Clinical settings for Kaposi's Sarcoma
This image is typical of the early patch stage with subtle slit-like spaces, which can be difficult to distinguish from normal dermis.
A proliferation of vessels, forming slit-like spaces in the dermis.
Red blood cells can be seen within the lumina, as well as extrasvasated RBCS in the stroma.
The plaque stage consists of a more solid proliferation of spindled endothelial cells forming lumina.
Note the cellular appearance of the plaque stage, composed of spindle cells with mild to moderate atypia.
Yet another image of spindled endothelial cells and extravasated RBCs. It may be difficult to distinguish KS from angiosarcoma.
HHV-8 staining will secure the diagnosis. Most of the malignant spindled nuclei are strongly positive.
Kaposi Sarcoma is a primarily cutaneous vascular malignancy which occurs in various clinical settings (see below). It is most likely caused by the human herpes virus 8 (HHV-8). The histologic appearance is characterized by an early patch stage, later followed by a plaque stage.

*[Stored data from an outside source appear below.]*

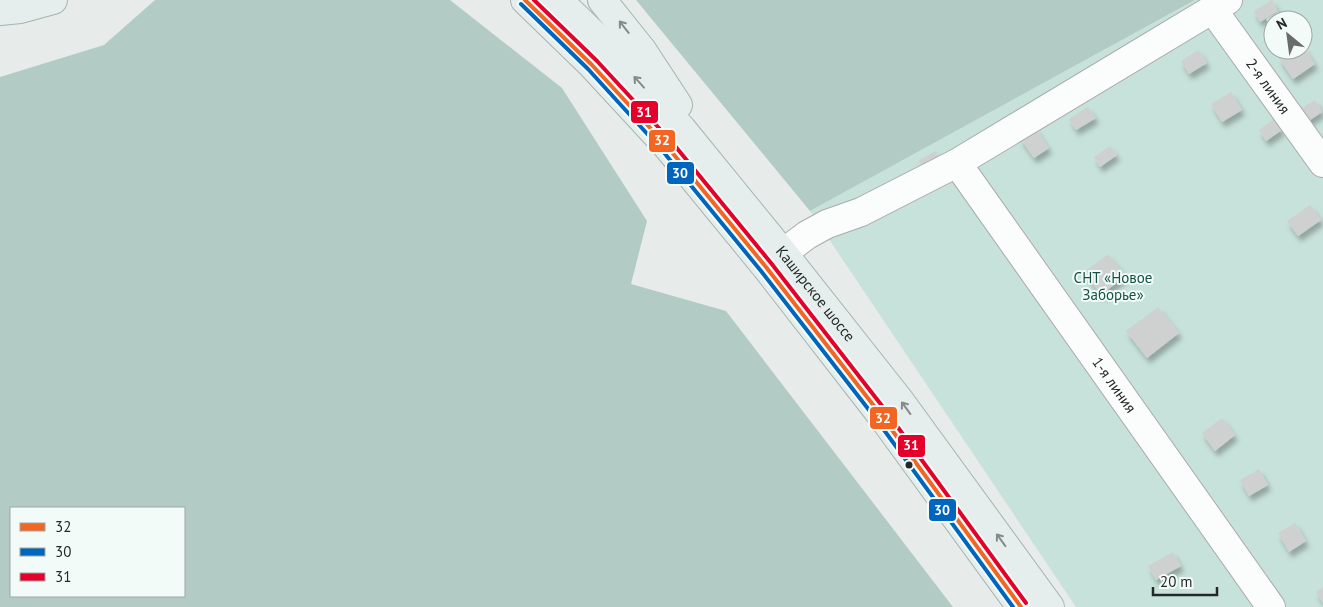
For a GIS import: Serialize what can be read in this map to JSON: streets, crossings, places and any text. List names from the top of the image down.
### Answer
{
  "streets": {
    "main road": ["Каширское шоссе"],
    "street": ["2-я линия", "1-я линия"]
  },
  "parks": ["СНТ «Новое Заборье»"],
  "lines": ["transit line 32", "transit line 31", "transit line 30"],
  "legend": ["32", "30", "31"],
  "scale_bar": "20 m",
  "north": "top left"
}
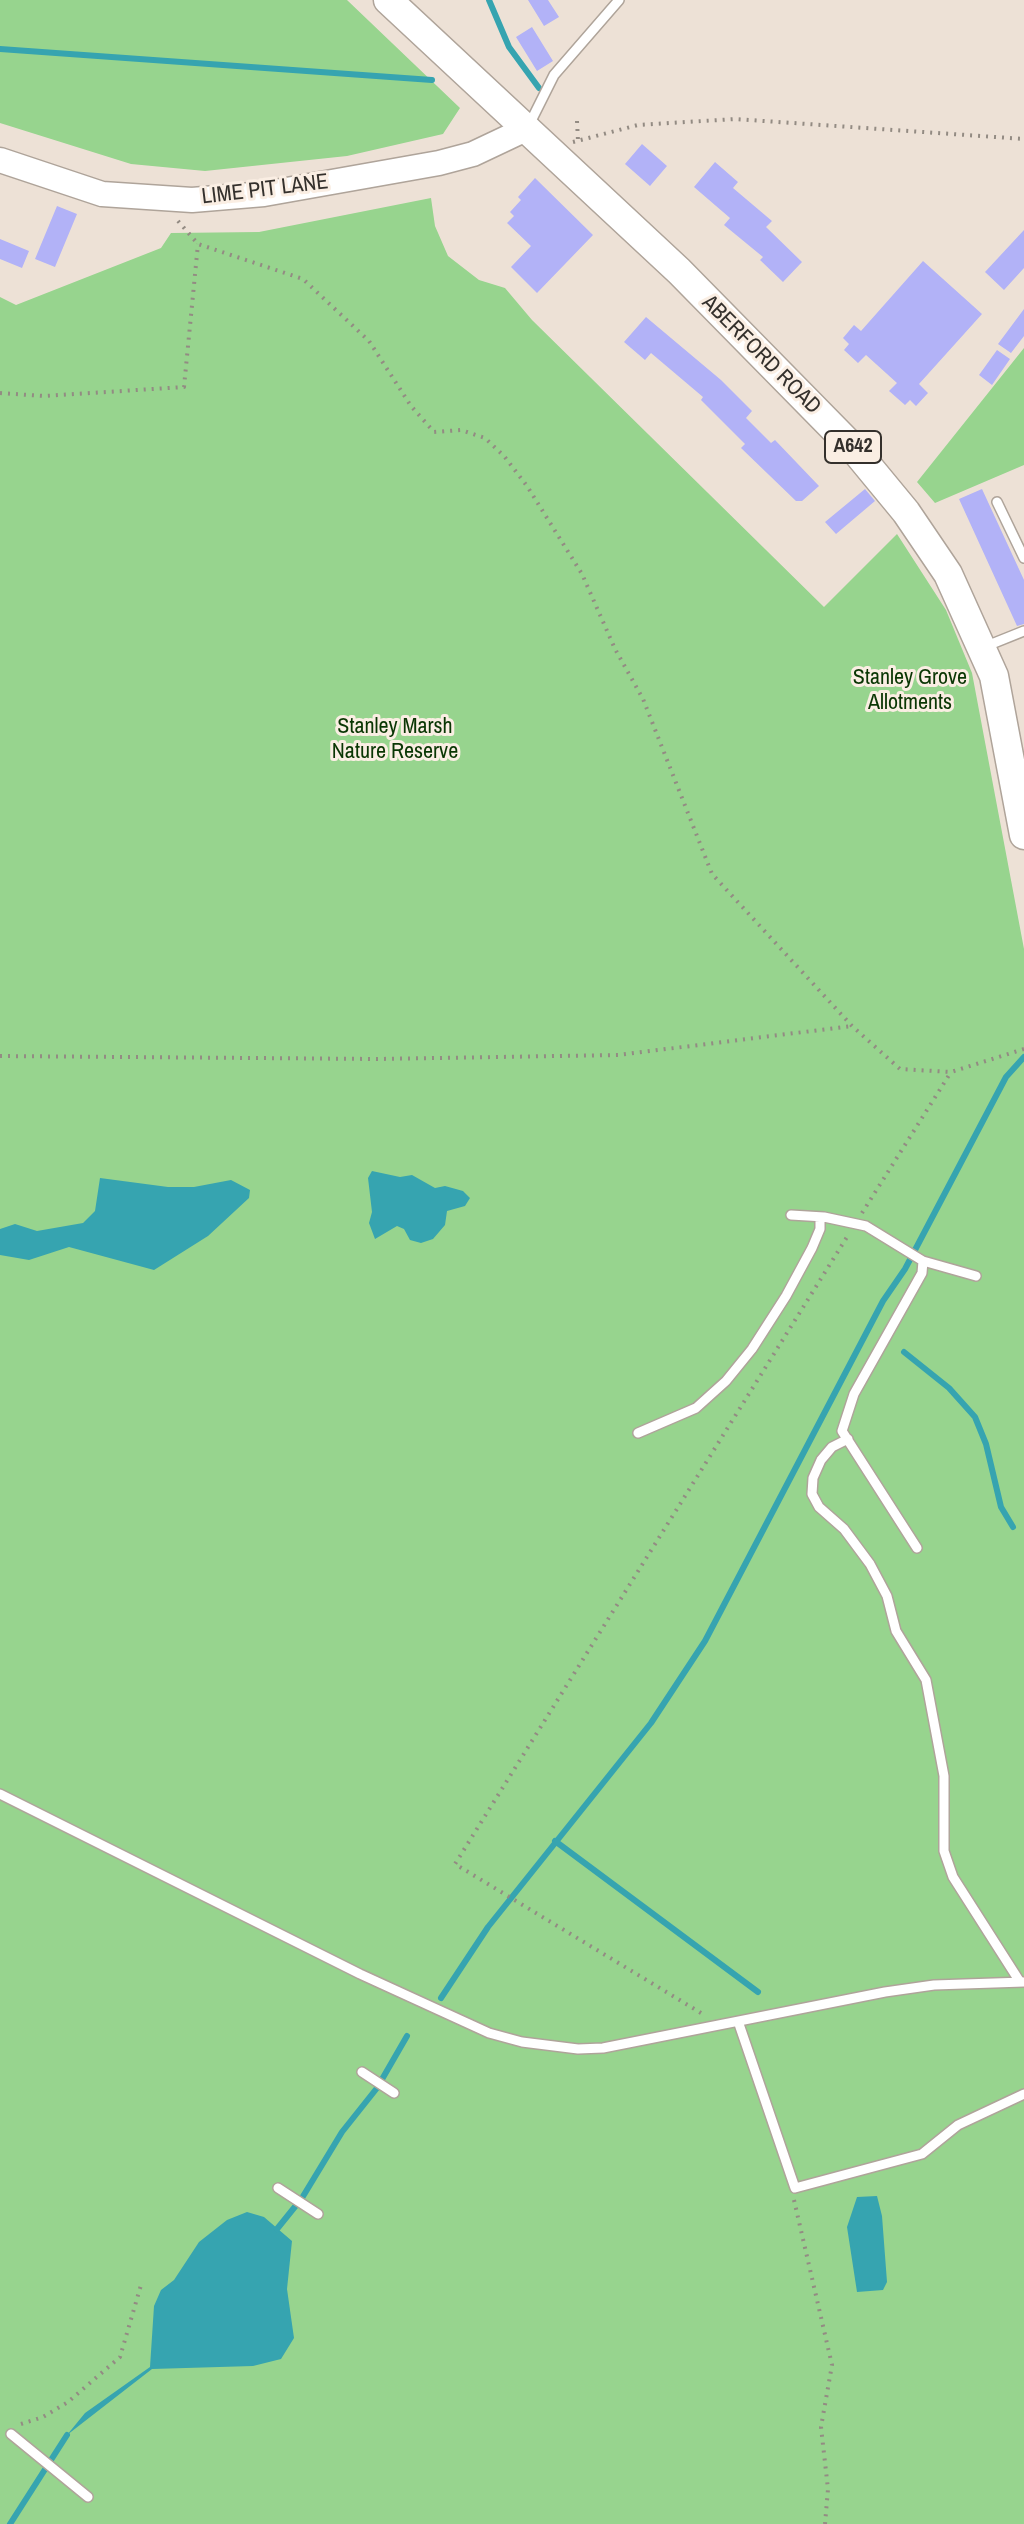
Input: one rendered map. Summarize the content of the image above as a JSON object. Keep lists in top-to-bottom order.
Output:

The early lesion (patch stage) is comprised of small slit-like vessels dissecting through the collagen bundles in the dermis. As the lesion progresses, the vessels proliferate, become irregular in shape and may become solid areas of spindle cells. There may be a "promontory sign" in which endothelial cells and stroma project into a vascular space. Extravasated RBCs, occasional plasma cells, PAS positive hyaline globules representing degenerated RBCs are common accompanying features . The neoplastic endothelial cells will variably stain for CD31, CD34, factor VIII-related antigen and Ulex europaeus. A HHV-8 stain should be strongly positive. (Rapini, Busam).
Kaposi Sarcoma occurs in varied clinical settings (see image). Skin lesions present as small, violaceous papules and macules most commonly involving the lower limbs and, less frequently, on the arms, trunk, eyelids and genital area.
In classic Kaposi sarcoma, treatment varies, and may include nonintervention, radiotherapy, surgery, topical imiquimod, cryotherapy, and antiviral drugs.
The classic form usually takes on an indolent course and a good prognosis.
Busam KJ. Dermatopathology: Foundations in Diagnostic Pathology 1st Ed. Philadelphia, PA: Elsevier; 2010: 555-6.
Rapini RP. Practical Dermatopathology. Philadelphia, PA: Elsevier; 2005: 329-331.